En segundo lugar, habló del “diálogo con las nuevas necesidades espirituales de las personas”, buscando “un lenguaje existencial que responda mejor a las nuevas sensibilidades”, y después del “aspecto encarnatorio de la espiritualidad católica”. Es decir, no habló de la Encarnación, del Dios hecho hombre en Jesucristo, sino del aspecto corpóreo de la espiritualidad.
En tercer lugar, habló de “la pérdida de interés en los ritos funerarios” y de las celebraciones de la Misa a través de Internet, con los riesgos y limitaciones que ello representa, al impedir “la cercanía sensible, la presencia física”.
En cuarto lugar, hizo mención al desafío que afronta “la Iglesia de Francisco” de “empoderar a los laicos”, “distribuyendo el poder a través de nuevos ministerios y funciones laicales ‘dotadas de autoridad’” (sic). Es muy llamativo que los partidarios de la “Iglesia en salida” piensen que el desafío para la Iglesia de Jesucristo sea el de “dar poder a los laicos” por parte de la jerarquía sacerdotal. Parece que monseñor Fernández olvida que la misión de los laicos no es la de ocupar espacios de poder dentro de la institución eclesial sino la de llevar a Jesucristo y su mensaje al mundo. Pareciera que el prelado tan cercano al Papa olvida que los laicos ya tienen poder en la Iglesia, otorgado por su mismo Señor, no para su ejercicio ad intra sino ad extra: ser sal de la tierra y luz del mundo.

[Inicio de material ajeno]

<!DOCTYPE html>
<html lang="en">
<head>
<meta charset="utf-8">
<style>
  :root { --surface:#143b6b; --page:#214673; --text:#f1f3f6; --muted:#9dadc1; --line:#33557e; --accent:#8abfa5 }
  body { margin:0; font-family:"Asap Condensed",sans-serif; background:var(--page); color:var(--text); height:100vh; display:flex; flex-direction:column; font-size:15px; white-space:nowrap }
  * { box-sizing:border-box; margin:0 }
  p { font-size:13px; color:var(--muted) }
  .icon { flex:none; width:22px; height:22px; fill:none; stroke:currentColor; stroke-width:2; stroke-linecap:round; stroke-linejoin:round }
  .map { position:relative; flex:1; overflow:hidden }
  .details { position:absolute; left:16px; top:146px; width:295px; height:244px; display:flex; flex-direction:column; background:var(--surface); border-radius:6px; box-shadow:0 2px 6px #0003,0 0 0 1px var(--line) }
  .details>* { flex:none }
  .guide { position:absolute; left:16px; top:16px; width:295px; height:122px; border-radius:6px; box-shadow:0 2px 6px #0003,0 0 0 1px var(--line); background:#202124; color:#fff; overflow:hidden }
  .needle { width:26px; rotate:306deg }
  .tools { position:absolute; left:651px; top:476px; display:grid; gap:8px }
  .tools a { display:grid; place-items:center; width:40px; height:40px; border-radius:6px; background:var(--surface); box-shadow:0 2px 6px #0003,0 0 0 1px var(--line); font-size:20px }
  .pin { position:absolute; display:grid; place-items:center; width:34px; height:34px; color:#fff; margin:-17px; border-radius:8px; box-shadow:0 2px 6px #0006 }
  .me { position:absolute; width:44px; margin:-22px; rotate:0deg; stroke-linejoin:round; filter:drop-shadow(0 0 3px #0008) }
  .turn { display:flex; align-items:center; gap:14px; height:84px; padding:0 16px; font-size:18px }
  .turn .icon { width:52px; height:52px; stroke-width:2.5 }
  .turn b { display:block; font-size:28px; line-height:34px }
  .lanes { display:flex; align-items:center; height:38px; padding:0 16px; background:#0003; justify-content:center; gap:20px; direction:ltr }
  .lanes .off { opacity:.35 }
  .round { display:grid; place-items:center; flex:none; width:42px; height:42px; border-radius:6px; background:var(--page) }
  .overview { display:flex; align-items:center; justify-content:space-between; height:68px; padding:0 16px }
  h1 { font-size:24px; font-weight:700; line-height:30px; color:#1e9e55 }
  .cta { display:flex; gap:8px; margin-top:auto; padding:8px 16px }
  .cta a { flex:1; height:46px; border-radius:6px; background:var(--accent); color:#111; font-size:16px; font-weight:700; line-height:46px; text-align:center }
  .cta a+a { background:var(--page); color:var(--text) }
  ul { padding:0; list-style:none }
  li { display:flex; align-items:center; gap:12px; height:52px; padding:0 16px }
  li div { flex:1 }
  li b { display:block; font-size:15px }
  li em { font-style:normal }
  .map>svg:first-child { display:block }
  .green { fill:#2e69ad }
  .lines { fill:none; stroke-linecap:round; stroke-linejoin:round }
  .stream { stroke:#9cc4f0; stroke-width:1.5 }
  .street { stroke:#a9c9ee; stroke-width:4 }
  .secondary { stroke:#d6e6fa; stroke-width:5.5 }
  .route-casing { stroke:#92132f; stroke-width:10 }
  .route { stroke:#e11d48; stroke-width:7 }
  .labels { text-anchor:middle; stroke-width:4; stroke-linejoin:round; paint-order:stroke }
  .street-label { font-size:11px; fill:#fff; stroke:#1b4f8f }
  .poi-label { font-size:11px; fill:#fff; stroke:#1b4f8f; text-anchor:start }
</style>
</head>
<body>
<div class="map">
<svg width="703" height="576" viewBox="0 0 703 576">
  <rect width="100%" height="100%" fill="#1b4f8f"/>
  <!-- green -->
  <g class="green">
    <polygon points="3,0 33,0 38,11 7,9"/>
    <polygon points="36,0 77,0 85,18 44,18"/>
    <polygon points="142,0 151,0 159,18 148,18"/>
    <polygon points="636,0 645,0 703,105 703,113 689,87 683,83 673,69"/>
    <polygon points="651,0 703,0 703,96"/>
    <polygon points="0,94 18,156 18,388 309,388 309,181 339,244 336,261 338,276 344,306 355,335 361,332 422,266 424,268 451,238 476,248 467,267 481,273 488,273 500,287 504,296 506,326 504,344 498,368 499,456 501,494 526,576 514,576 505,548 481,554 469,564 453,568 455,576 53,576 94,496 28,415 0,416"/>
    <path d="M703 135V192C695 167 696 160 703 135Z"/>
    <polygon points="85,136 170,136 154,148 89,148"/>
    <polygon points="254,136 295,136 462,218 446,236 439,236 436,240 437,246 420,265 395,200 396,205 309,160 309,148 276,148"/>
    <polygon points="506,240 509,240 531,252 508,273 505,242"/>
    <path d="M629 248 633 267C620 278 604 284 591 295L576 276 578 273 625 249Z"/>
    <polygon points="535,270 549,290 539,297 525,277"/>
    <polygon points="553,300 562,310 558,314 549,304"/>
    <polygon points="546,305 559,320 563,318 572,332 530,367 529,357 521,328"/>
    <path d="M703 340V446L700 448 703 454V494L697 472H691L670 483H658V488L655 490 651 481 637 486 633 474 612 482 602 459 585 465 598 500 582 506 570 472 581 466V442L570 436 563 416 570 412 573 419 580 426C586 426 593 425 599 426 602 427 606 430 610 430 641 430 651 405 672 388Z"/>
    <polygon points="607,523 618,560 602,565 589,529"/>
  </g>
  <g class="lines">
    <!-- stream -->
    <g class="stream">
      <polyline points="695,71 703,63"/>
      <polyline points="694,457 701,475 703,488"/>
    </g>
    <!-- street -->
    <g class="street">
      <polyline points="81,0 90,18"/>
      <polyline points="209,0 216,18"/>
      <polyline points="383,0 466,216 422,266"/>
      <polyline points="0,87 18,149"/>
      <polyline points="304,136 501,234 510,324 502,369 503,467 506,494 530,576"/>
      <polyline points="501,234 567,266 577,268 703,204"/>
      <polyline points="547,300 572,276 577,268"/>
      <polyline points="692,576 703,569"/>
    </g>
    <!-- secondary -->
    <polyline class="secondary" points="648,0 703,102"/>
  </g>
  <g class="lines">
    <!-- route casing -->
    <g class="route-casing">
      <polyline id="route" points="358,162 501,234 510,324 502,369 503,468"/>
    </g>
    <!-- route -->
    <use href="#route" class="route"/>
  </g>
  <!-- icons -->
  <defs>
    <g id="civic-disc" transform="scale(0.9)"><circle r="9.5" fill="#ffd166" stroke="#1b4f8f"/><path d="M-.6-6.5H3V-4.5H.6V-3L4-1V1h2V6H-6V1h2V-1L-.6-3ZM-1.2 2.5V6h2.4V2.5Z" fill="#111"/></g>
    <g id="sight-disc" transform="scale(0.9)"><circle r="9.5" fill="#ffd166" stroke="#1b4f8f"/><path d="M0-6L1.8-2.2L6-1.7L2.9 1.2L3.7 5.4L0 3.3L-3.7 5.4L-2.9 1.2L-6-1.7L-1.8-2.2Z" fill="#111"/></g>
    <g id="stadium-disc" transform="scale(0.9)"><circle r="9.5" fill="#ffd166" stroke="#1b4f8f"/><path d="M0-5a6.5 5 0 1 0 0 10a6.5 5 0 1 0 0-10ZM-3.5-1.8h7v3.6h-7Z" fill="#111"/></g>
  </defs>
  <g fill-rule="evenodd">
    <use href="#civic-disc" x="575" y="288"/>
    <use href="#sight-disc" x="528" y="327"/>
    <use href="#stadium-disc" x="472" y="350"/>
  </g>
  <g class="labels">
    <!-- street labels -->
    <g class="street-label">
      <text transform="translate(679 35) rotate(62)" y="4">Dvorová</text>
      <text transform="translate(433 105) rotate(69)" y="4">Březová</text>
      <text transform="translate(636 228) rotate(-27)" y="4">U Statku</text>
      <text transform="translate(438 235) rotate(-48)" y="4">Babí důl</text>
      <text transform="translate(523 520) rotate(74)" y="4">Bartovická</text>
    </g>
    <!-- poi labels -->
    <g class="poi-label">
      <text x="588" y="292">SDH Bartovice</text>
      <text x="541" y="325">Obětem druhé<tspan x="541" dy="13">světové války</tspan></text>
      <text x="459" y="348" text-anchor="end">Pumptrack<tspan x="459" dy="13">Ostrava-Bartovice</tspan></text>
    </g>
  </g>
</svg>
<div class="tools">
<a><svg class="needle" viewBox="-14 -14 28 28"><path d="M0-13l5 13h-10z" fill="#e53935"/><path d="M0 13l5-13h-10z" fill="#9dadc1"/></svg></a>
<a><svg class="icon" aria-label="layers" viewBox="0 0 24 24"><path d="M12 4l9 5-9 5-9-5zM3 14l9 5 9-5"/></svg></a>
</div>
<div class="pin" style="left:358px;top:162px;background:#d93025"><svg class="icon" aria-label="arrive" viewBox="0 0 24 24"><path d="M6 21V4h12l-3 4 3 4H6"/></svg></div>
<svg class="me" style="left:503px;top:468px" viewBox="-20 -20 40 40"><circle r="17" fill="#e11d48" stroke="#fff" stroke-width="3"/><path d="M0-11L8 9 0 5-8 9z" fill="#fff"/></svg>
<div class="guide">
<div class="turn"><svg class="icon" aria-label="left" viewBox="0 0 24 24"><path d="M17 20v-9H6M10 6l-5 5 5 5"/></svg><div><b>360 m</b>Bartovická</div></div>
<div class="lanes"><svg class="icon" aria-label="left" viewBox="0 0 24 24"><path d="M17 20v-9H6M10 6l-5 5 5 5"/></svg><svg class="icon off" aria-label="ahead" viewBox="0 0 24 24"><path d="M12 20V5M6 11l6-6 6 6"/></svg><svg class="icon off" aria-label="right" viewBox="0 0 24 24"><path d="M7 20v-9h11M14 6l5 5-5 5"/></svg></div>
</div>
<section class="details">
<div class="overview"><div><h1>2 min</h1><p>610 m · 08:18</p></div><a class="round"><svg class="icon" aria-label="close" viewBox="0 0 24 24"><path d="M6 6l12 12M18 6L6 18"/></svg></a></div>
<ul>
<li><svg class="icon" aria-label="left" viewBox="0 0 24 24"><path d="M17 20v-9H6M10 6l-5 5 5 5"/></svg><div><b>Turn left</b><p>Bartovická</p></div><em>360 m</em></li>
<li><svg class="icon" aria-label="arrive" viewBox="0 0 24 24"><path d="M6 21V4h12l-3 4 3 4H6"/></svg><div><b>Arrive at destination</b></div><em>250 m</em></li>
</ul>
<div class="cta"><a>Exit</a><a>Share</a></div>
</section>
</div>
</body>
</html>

Por lo menos en esta entrevista el arzobispo platense ha olvidado o ignora que la Iglesia de Cristo está conformada por jerarquía y laicos, no sólo por aquélla, y que ambos deben ser en unidad lumen Gentium, luz de las naciones, y sólo pueden serloen unidad: la jerarquía al servicio de los laicos, y los laicos al servicio de Cristo en el mundo.
Pero lo más extraño de todo llega al final, cuando el entrevistado ratifica que lo fundamental en la Iglesia es ella misma, y no su fundador que se hace siempre presente en la celebración de la Eucaristía, en especial en el mismo día que se conmemora su resurrección: “Hay cosas que a veces creemos inmutables y en realidad no lo son. El precepto dominical, por ejemplo, no es indispensable y es algo que podría caer”. El Domingo es el “Día del Señor”, el “dies Domini”, el día que Jesucristo resucitó de entre los muertos, es “el día en que actuó el Señor”, día de “gozo y alegría”, reza la Liturgia, pero para el arzobispo Fernández es solamente un precepto, una orden o mandato impuesto por una autoridad, razón por la cual puede llegar a caer, transformarse o desaparecer.
En definitiva, por boca de uno de los obispos argentinos más cercanos al papa Francisco, para la Iglesia argentina JESUCRISTO NO ES el principio y fundamento del Cuerpo místico de Cristo. ¿Será por eso que la jerarquía argentina tiene como temas prioritarios los migrantes, la Pachamama, los desposeídos, pero no a los millones de seres humanos asesinados antes de nacer, porque esto último “no es un tema prioritario”? ¿Este es el “rumbo” de la Iglesia en Argentina? ¿Lo sabrá el Santo Padre?